Excerpt from N.T. Wright, "Who Was Jesus?", pages 88-89. I could have explained this with a few sentences, but he makes several more comments that are worth to be quoted to see how critics can be answered in general. The whole book es well worth reading.

A Great Census?

When historical sceptics like Wilson and Spong do run into a serious issue of historicity on which scholars can and do disagree, it is worth pointing out there are perfectly good options other than the ones they suggest. Wilson returns frequently to Luke's reference to the census which supposedly took place 'while Quirinius was governor of Syria' (Luke 2.2). The point is then (Wilson, p. 75; Spong, p. 142) that Quirinius, as we know from elsewhere, didn't become governor of Syria until about AD 6, getting on for ten years after the most likely date for Jesus' birth. Moral: Luke doesn't know what he is talking about. But is it really that simple?

A cautionary note before we address the topic itself. There is nothing to be gained from an attempt to make the truth of Christianity depend on the literal truth of every word of the Bible. Such a view shifts the balance in Christianity decisively in the wrong direction. For Christians, Jesus, not the New Testament, is the central truth. But one should not, for that reason, imagine that historical issues can simply go by the board. Just because we are not fundamentalists, that need not mean that we allow shoddy historical arguments to pass without comment.

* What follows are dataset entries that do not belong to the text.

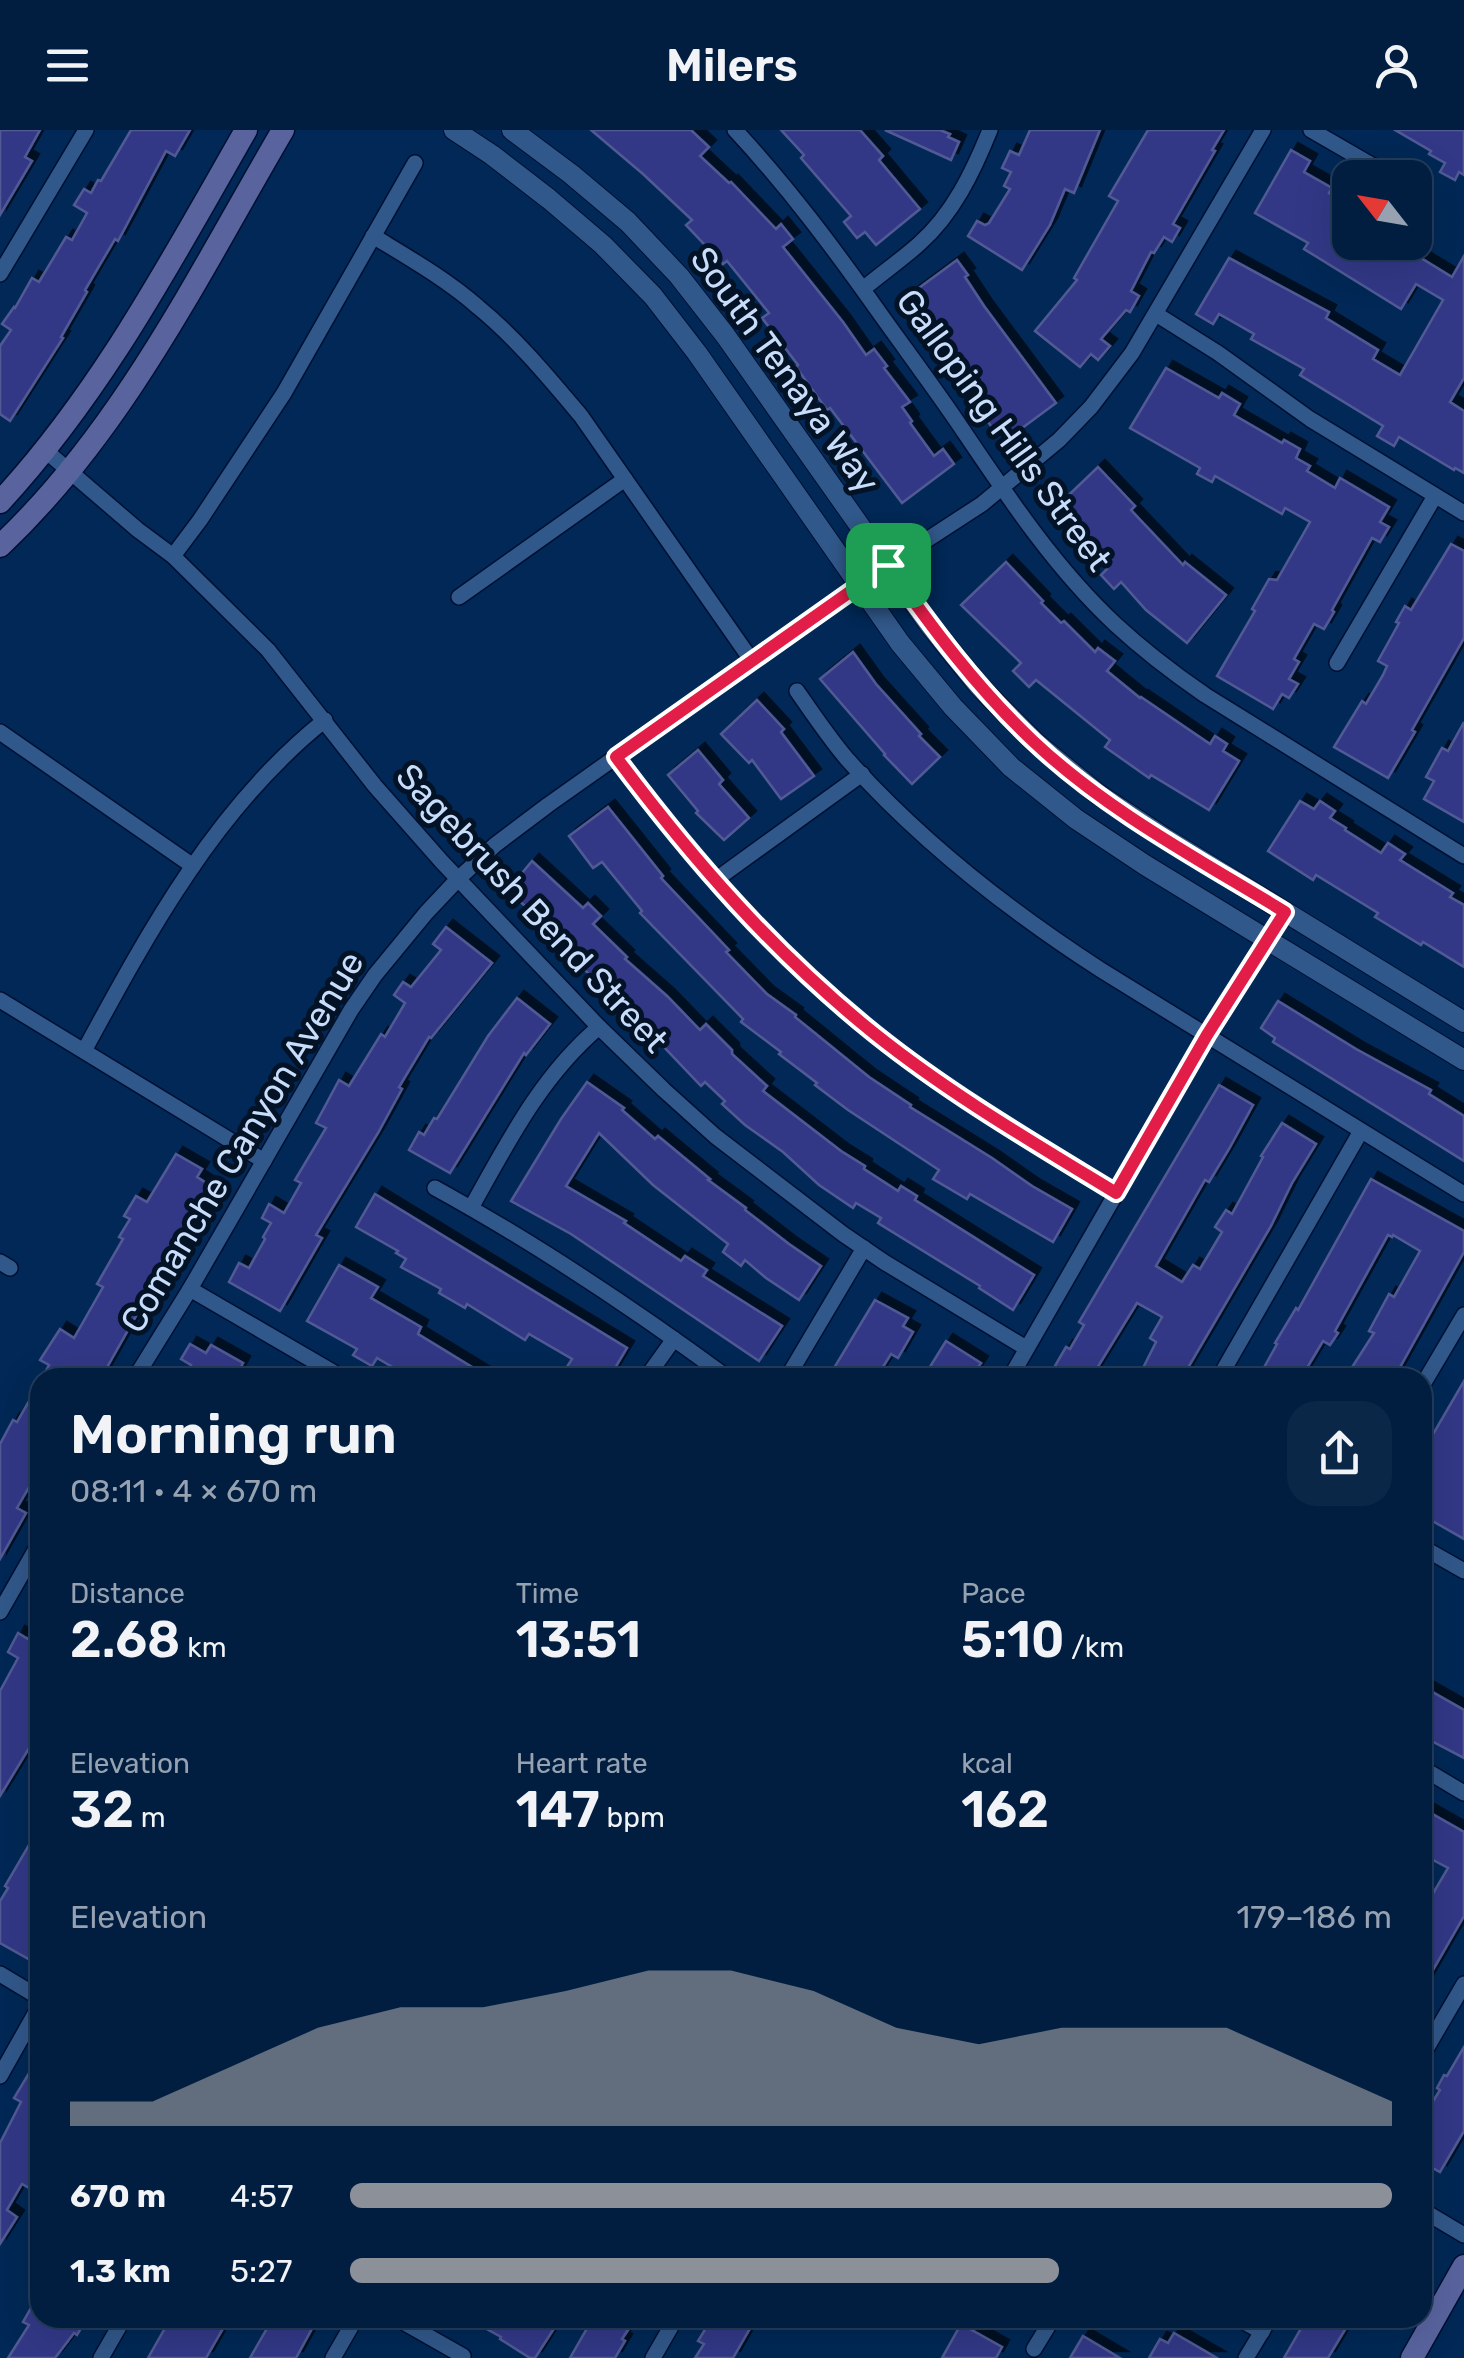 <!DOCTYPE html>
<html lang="en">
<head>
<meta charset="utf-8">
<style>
	body { margin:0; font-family:Rubik,sans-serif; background:#0b2747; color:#f1f3f6; height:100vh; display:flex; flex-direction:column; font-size:38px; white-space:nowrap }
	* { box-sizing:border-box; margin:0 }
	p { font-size:32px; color:#96a2b1 }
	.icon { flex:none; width:55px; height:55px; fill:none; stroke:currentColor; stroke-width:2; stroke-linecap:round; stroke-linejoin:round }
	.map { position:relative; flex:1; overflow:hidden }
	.drawer { position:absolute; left:30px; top:1238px; width:1402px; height:960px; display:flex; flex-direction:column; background:#011e40; border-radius:30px; box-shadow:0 10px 40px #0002,0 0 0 2px #233c59 }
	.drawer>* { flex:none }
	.needle { width:65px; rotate:301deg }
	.controls { position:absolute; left:1332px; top:30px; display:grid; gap:20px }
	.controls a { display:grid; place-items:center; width:100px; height:100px; border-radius:20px; background:#011e40; box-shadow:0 10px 40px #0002,0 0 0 2px #233c59; font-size:50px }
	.pin { position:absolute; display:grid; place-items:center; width:85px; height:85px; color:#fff; margin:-42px; border-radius:20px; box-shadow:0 5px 15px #0006 }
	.round { display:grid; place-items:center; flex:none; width:105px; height:105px; border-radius:30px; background:#0b2747 }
	.headline { display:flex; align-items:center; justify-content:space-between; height:170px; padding:0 40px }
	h1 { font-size:55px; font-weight:600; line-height:75px }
	.metrics { display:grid; grid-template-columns:repeat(3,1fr); gap:15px; height:170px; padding:10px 40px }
	.metrics div { display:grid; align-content:center }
	.metrics b { font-size:50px; font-weight:600 }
	.metrics small { font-size:28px; font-weight:400 }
	.metrics p { font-size:28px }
	.chart { height:280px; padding:20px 40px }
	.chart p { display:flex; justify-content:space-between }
	.chart svg { width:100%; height:180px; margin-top:10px; fill:#8c9099; opacity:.7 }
	ul { padding:0 40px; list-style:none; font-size:32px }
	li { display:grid; grid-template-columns:160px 120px 1fr; align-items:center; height:75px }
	li i { height:25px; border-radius:12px; background:#8c9099 }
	header { display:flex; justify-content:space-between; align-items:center; height:130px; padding:0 40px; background:#011e40; font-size:45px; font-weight:600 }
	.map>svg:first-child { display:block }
</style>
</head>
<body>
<header><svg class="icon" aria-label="menu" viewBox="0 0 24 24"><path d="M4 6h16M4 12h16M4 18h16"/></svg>Milers<svg class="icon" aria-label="person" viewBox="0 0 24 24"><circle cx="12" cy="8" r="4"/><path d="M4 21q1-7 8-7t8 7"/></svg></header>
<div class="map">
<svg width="1464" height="2228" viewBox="0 0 1464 2228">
	<defs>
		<filter id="shadow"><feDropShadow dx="7" dy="-7" stdDeviation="0" flood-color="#0009"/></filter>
	</defs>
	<rect width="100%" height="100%" fill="#012856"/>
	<g fill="#333986" stroke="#515a94" stroke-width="2.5" filter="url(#shadow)">
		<polygon points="0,0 40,0 25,27 32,31 0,85"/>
		<polygon points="131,0 190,0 175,26 166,21 118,111 115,109 85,160 87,162 61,207 63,208 10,291 0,284 0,216 11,200 2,194 14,177 15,178 32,148 39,152 66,107 72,110 87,83 74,75 84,59 91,63 98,50 101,51"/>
		<polygon points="591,0 691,0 709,17 700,26 729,53 731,52 776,99 781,94 793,109 783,117 843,192 866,225 874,219 887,236 884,238 910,272 902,277 912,291 910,293 934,326 943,319 954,334 902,373 830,278 827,280 796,237 798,235 762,188 769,183 727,131 723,134 686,95 692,90 643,44"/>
		<polygon points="781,0 860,0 883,26 879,30 920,79 876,115 865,102 857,108 844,92 851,86 801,28 804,25"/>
		<polygon points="885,0 940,0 950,4 948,7 959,12 951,30"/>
		<polygon points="1030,0 1100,0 1074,63 1065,59 1050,95 1022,140 968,106 977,91 985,95 989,93 1010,59 1004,56 1011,42 1002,38 1010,21 1019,25"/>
		<polygon points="1148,0 1224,0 1212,20 1215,21 1173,94 1180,98 1172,112 1164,107 1154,123 1151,122 1131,161 1139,166 1130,182 1126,180 1101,209 1110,216 1098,230 1091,224 1080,237 1035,201 1077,150 1074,148 1118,71 1109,66"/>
		<polygon points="1395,0 1464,0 1464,45 1459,42 1455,50 1440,42 1445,33 1429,24 1431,21"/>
		<polygon points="1291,20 1310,31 1304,42 1332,58 1329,63 1350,75 1350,112 1406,112 1403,117 1452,147 1464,126 1464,248 1450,272 1464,281 1464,343 1455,338 1454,340 1399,307 1394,316 1377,306 1383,296 1300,245 1304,239 1251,209 1254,204 1219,184 1213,194 1196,184 1229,128 1329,182 1326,188 1378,220 1373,229 1400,245 1443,170 1416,154 1401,179 1304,119 1308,113 1255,83"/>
		<polygon points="957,130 968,145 965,147 984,176 1056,273 1010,307 1000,293 993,299 981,282 987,278 962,244 954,249 944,235 952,229 908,166"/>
		<polygon points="1166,238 1219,268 1222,263 1240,274 1234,285 1282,313 1284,310 1300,319 1296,328 1310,336 1307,341 1335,358 1340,348 1389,377 1380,392 1389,397 1380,412 1372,408 1332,480 1334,482 1324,499 1314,494 1294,529 1299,532 1289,549 1298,554 1289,568 1282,564 1273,579 1217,546 1255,481 1252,479 1269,449 1277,450 1310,392 1285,378 1282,384 1215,346 1212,352 1197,344 1200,338 1130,298"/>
		<polygon points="1098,337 1135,376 1131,380 1183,435 1185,432 1226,465 1187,513 1146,480 1121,452 1114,459 1101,445 1107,439 1069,398 1071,397 1054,379"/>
		<polygon points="1451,414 1464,421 1464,508 1412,600 1415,602 1388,648 1334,617 1362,571 1366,574 1383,545 1387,536 1378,531 1399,493 1396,492 1405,476 1411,480"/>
		<polygon points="1006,432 1043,471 1041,473 1061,493 1064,491 1095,522 1098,518 1115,531 1107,541 1140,568 1141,567 1210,614 1215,606 1227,614 1223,621 1239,631 1209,680 1151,645 1149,648 1105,617 1110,610 1036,550 1029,557 1013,541 1021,533 961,475"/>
		<polygon points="853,522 876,554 921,604 919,606 940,627 912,654 884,625 885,624 820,549"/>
		<polygon points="757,570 784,599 781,602 814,646 781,669 752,630 749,633 721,604"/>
		<polygon points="1464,592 1464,692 1424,669 1434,651 1426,647 1442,618 1448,621"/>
		<polygon points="698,620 723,650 719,654 749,688 724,710 696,683 698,681 668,645"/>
		<polygon points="1300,671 1314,679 1320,671 1335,681 1330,688 1346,698 1345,700 1381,723 1388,713 1405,724 1400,730 1453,763 1450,767 1464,775 1464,837 1423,812 1421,815 1375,787 1378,783 1316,745 1313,750 1268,721"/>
		<polygon points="608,677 663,746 661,748 729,820 726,822 767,864 796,885 795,887 869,947 911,975 910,977 992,1028 1032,1056 1072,1079 1053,1112 970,1064 967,1069 933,1049 939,1040 848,980 815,955 817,953 779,924 781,922 741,892 743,889 640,783 642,781 602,732 593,738 569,706"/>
		<polygon points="532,731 583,778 588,773 601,786 593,794 627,827 625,829 667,866 700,900 706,894 732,920 732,924 767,956 763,961 841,1021 865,1036 864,1039 898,1061 901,1056 917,1066 915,1070 1034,1145 1013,1180 979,1158 980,1156 878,1093 881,1088 856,1073 853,1078 819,1055 783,1022 745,995 722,974 725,971 705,952 701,956 640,892 571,827 573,825 540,791 541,789 507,761"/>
		<polygon points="446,797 492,833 431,908 429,907 399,957 402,959 378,1003 316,1105 322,1108 280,1181 229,1152 239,1133 249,1138 265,1109 263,1107 271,1093 262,1088 269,1074 284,1083 301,1053 295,1050 326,998 316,993 339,950 349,956 381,904 385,907 405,873 394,865 403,852 411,857 441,820 433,814"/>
		<polygon points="517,868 550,894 526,925 524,923 450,1043 409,1020 419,1002 424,1005 434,988 437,989 488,906"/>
		<polygon points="1278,871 1356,919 1431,960 1429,964 1464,986 1464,1031 1273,912 1275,908 1261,898"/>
		<polygon points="587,952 624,978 622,980 655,1009 658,1006 710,1049 708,1050 746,1078 745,1080 789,1114 821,1136 799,1170 766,1148 745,1130 741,1136 723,1122 728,1114 653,1055 599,1003 566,1056 626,1091 624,1093 681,1131 685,1126 707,1140 703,1146 782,1196 759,1231 571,1104 511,1071 561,989"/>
		<polygon points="1219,955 1253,975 1229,1019 1209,1052 1205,1050 1156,1136 1182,1152 1193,1135 1200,1139 1222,1102 1215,1097 1226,1080 1232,1084 1263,1027 1261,1026 1282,993 1316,1014 1292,1053 1271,1096 1182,1248 1138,1248 1156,1212 1150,1208 1162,1187 1137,1173 1091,1248 1048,1248 1066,1217 1070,1219 1084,1195 1079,1192"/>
		<polygon points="176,1024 202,1039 197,1047 219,1061 210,1075 203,1070 167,1134 164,1133 149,1159 158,1164 148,1183 140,1179 101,1248 42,1248 49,1235 40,1230 60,1199 74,1208 103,1157 97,1154 123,1109 119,1107 130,1089 124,1086 136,1066 147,1072"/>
		<polygon points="1371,1049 1464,1101 1464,1122 1394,1248 1357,1248 1349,1242 1374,1203 1369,1201 1389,1164 1394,1167 1420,1121 1393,1105 1392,1107 1388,1105 1335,1201 1338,1203 1330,1215 1323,1211 1301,1248 1272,1248 1262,1241 1277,1214 1275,1213 1296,1178 1298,1180"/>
		<polygon points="375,1064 627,1218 609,1248 560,1248 572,1229 529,1204 525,1210 467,1174 465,1178 439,1163 441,1159 401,1137 406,1129 396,1123 398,1121 356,1097"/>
		<polygon points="339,1135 378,1157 371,1168 421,1197 418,1204 490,1248 411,1248 377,1228 372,1236 353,1225 357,1219 307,1191"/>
		<polygon points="875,1170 908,1188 903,1196 913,1202 898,1228 891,1224 876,1248 828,1248"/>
		<polygon points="946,1211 981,1233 971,1248 923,1248"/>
		<polygon points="190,1214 206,1223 211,1215 243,1233 235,1248 184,1248 191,1235 181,1229"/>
		<polygon points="1464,1251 1464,1409 1422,1385 1422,1323"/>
		<polygon points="40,1252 40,1356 32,1352 17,1378 26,1383 0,1429 0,1314 13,1290 17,1292"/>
		<polygon points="40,1487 40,1591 33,1603 37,1605 0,1666 0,1561 18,1528 8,1522 18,1503 28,1509"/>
		<polygon points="1422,1556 1464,1580 1464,1628 1422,1606"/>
		<polygon points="1422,1678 1464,1702 1464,1786 1422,1859 1422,1782 1448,1738 1422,1724"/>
		<polygon points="40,1696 40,1798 34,1808 40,1812 40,1817 32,1831 0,1813 0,1771 8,1758 5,1756"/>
		<polygon points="1464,1917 1464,2001 1440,2042 1422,2032 1422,1997 1431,1983 1427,1981 1440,1960 1437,1958 1444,1945 1447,1946"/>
		<polygon points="40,1925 40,2042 31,2059 22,2054 7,2080 17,2087 0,2114 0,2013 21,1972 14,1968"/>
		<polygon points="40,2162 40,2188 87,2188 77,2205 74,2203 55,2228 8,2228 29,2195 23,2192"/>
		<polygon points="147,2188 212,2188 225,2195 206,2228 148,2228 165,2198"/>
		<polygon points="273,2188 301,2188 314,2195 296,2228 250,2228"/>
		<polygon points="467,2188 539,2188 555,2197 535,2228 530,2228 500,2209 501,2207"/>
		<polygon points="593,2188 636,2188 622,2209 625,2211 615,2228 570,2228"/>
		<polygon points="712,2188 756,2188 733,2228 695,2228 704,2214 698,2211"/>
		<polygon points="1307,2188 1352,2188 1328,2228 1284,2228"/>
		<polygon points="961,2194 1002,2217 996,2228 942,2228"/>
		<polygon points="1174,2203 1217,2228 1149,2228 1160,2209 1168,2213"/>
		<polygon points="1083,2206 1120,2228 1070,2228"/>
	</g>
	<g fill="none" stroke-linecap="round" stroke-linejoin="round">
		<defs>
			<g id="minor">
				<path d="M735,0c54,58 100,120 146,185 25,35 51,70 75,105 48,71 96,145 159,204 28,26 58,49 90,71l259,161"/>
				<polyline points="1311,0 1394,48"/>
				<path d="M373,106c36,22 73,43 105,71 38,31 71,71 103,109l171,245"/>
				<polyline points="0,144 86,0"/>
				<path d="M863,159c18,-15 38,-29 56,-45 34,-30 54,-72 71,-114"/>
				<polyline points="1156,184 1218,223 1310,289 1464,383"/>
				<polyline points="46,321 138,400 173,426 268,520 375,656 442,732 599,897 664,960 715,1006 843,1104 884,1132 1026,1218"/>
				<polyline points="173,426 200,390 284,263 415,33"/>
				<polyline points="459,467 625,349"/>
				<polyline points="1337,533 1435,366"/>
				<path d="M797,561c16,23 32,47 50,68 75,84 161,151 254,211l363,224"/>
				<polyline points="0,602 193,736"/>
				<path d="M617,627c76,103 158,197 258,277 75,60 159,109 241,159"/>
				<polyline points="714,751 862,644"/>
				<polyline points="0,870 264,1031"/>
				<path d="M84,921c65,-120 132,-244 241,-331"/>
				<path d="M435,1058c102,56 199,121 293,190"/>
				<path d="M471,1078c37,-66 70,-132 128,-181"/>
				<polyline points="0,1132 10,1138"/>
				<polyline points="190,1159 343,1248"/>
				<polyline points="135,1248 190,1159 351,880 375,845 426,783 458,749 495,715 548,675 876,443 982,374 1059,310 1091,277 1132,223 1263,0"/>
				<polyline points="646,1248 674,1209"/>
				<polyline points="787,1248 864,1118"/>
				<polyline points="1010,1248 1207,905 1285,782"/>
				<polyline points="1219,1248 1361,1001"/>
				<polyline points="1422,1256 1464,1185"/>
				<polyline points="1422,1417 1464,1441"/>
				<polyline points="0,1482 40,1412"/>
				<polyline points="1422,1638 1464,1663"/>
				<polyline points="0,1844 40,1868"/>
				<polyline points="1422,1926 1464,1854"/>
				<polyline points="0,1946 40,1875"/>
				<polyline points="1422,2080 1464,2105"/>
				<polyline points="396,2188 463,2226"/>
				<polyline points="1237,2188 1262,2202"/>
				<polyline points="1034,2219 1053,2188"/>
				<polyline points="101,2228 124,2188"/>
				<polyline points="333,2228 356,2188"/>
				<polyline points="653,2228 676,2188"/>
				<polyline points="1246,2228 1270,2188"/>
			</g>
			<g id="tertiary">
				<polyline points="454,0 492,25 549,69 603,115 653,166 697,223 900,513 953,577 1011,637 1076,689 1145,735 1464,930"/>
				<polyline points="512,0 571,44 628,92 679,146 725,205 929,494 979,556 1036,613 1098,664 1165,708 1464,892"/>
			</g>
			<g id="secondary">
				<path d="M0,372c102,-110 172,-243 246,-372"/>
				<path d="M0,416c123,-116 198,-271 283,-416"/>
				<polyline points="1412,2228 1464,2136"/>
			</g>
		</defs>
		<use href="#minor" stroke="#001032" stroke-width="18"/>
		<use href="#tertiary" stroke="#001032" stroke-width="22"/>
		<use href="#secondary" stroke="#001032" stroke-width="25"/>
		<use href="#minor" stroke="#31588a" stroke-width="15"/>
		<use href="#tertiary" stroke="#31588a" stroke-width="20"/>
		<use href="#secondary" stroke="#59649f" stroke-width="22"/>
	</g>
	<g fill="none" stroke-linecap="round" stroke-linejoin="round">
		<defs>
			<path id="route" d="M888,435c44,63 89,123 145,176 74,70 167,119 252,171l-78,123 -91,158c-82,-50 -166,-99 -241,-159 -100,-80 -182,-174 -259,-277z"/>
		</defs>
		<use href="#route" stroke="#fff" stroke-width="20"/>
		<use href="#route" stroke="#e11d48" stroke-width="12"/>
	</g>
	<g text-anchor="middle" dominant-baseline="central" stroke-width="10" stroke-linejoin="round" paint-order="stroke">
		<g font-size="35" fill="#c7ddfa" stroke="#041226">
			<text transform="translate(785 240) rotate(54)">South Tenaya Way</text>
			<text transform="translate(1004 300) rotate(54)">Galloping Hills Street</text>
			<text transform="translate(532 778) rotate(47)">Sagebrush Bend Street</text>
			<text transform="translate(242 1012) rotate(-59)">Comanche Canyon Avenue</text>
		</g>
	</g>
</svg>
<div class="controls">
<a><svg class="needle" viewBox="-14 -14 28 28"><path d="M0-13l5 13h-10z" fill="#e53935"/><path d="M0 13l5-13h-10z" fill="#96a2b1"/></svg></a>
</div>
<div class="pin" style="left:888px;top:435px;background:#1e9e55"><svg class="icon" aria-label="arrive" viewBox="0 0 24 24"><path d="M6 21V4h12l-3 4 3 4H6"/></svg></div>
<section class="drawer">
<div class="headline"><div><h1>Morning run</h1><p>08:11 · 4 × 670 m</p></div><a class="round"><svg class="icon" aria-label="share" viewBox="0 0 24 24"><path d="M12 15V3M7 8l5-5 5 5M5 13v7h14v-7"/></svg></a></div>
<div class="metrics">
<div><p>Distance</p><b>2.68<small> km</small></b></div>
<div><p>Time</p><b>13:51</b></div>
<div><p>Pace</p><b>5:10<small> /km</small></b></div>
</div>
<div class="metrics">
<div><p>Elevation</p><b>32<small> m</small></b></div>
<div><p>Heart rate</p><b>147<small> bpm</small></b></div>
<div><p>kcal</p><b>162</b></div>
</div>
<div class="chart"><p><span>Elevation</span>179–186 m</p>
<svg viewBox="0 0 160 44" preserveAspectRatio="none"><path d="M0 44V38L10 38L20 29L30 20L40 15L50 15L60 11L70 6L80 6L90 11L100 20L110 24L120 20L130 20L140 20L150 29L160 38V44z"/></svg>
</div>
<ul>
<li><b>670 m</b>4:57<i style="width:100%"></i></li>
<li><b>1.3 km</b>5:27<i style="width:68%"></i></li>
</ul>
</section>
</div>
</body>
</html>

The question of Quirinius and his census is an old chestnut, requiring a good knowledge of Greek. It depends on the meaning of the word protos, which usually means 'first'. Thus most translations of Luke 2.2 read 'this was the first [protos] census, when Quirinius was governor of Syria', or something like that. But in the Greek of the time, as the standard major Greek lexicons point out, the word protos came sometimes to be used to mean 'before', when followed (as this is) by the genitive case. A good example is in John 1.15, where John the Baptist says of Jesus 'he was before me', with the Greek being again protos followed by the genitive of 'me'.[18] I suggest, therefore, that actually the most natural reading of the verse is: 'This census took place before the time when Quirinius was governor of Syria.'

This solves an otherwise odd problem: why should Luke say that Quirinius' census was the first? Which later ones was he thinking of? This reading, of course, does not resolve all the difficulties. We don't know, from other sources, of a census earlier than Quirinius'. But there are a great many things that we don't know in ancient history. There are huge gaps in our records all over the place. Only those who imagine that one can study history by looking up back copies of the London Times or the Washington Post in a convenient library can make the mistake of arguing from silence in matters relating to the first century.

My guess is that Luke knew a tradition in which Jesus was born during some sort of census, and that Luke knew as well as we do that it couldn't have been the one conducted under Quirinius, because by then Jesus was about ten years old. That is why he wrote that the census was the one before that conducted by Quirinius. Whatever we conclude, there is on this matter, and on a good many others, much more to be said than Wilson and Spong allow for.